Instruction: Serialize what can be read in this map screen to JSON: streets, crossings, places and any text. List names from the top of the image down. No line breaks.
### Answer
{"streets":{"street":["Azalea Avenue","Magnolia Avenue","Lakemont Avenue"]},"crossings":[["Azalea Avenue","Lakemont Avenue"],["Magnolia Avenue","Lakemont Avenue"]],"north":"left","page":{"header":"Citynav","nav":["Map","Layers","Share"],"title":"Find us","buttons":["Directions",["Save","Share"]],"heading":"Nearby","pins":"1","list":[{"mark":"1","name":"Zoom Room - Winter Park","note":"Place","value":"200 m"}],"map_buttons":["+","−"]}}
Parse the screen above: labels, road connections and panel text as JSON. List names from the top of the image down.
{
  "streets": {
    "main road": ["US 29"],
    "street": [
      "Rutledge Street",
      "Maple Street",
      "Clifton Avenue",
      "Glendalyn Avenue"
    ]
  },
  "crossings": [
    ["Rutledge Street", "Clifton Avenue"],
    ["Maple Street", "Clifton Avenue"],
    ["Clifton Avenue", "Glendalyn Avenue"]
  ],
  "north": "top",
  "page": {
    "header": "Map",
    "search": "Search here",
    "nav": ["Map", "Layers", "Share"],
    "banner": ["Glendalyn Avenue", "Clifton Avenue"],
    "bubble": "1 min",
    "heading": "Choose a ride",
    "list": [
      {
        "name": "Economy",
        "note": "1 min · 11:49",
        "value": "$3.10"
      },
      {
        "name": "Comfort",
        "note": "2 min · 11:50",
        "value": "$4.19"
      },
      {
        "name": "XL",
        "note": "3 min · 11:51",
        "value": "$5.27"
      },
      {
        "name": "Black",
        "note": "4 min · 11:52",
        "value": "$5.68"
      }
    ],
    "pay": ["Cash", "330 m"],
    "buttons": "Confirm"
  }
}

....................

● **WORK TO COMPLETE**
Every entry above must be copied exactly.

● **ANSWER SPACE**
Instruction: Serialize what can be read in this map screen to JSON: streets, crossings, places and any text. List names from the top of the image down. No line breaks.
### Answer
{"streets":{"street":["Azalea Avenue","Magnolia Avenue","Lakemont Avenue"]},"crossings":[["Azalea Avenue","Lakemont Avenue"],["Magnolia Avenue","Lakemont Avenue"]],"north":"left","page":{"header":"Citynav","nav":["Map","Layers","Share"],"title":"Find us","buttons":["Directions",["Save","Share"]],"heading":"Nearby","pins":"1","list":[{"mark":"1","name":"Zoom Room - Winter Park","note":"Place","value":"200 m"}],"map_buttons":["+","−"]}}
Parse the screen above: labels, road connections and panel text as JSON. List names from the top of the image down.
{
  "streets": {
    "main road": ["US 29"],
    "street": [
      "Rutledge Street",
      "Maple Street",
      "Clifton Avenue",
      "Glendalyn Avenue"
    ]
  },
  "crossings": [
    ["Rutledge Street", "Clifton Avenue"],
    ["Maple Street", "Clifton Avenue"],
    ["Clifton Avenue", "Glendalyn Avenue"]
  ],
  "north": "top",
  "page": {
    "header": "Map",
    "search": "Search here",
    "nav": ["Map", "Layers", "Share"],
    "banner": ["Glendalyn Avenue", "Clifton Avenue"],
    "bubble": "1 min",
    "heading": "Choose a ride",
    "list": [
      {
        "name": "Economy",
        "note": "1 min · 11:49",
        "value": "$3.10"
      },
      {
        "name": "Comfort",
        "note": "2 min · 11:50",
        "value": "$4.19"
      },
      {
        "name": "XL",
        "note": "3 min · 11:51",
        "value": "$5.27"
      },
      {
        "name": "Black",
        "note": "4 min · 11:52",
        "value": "$5.68"
      }
    ],
    "pay": ["Cash", "330 m"],
    "buttons": "Confirm"
  }
}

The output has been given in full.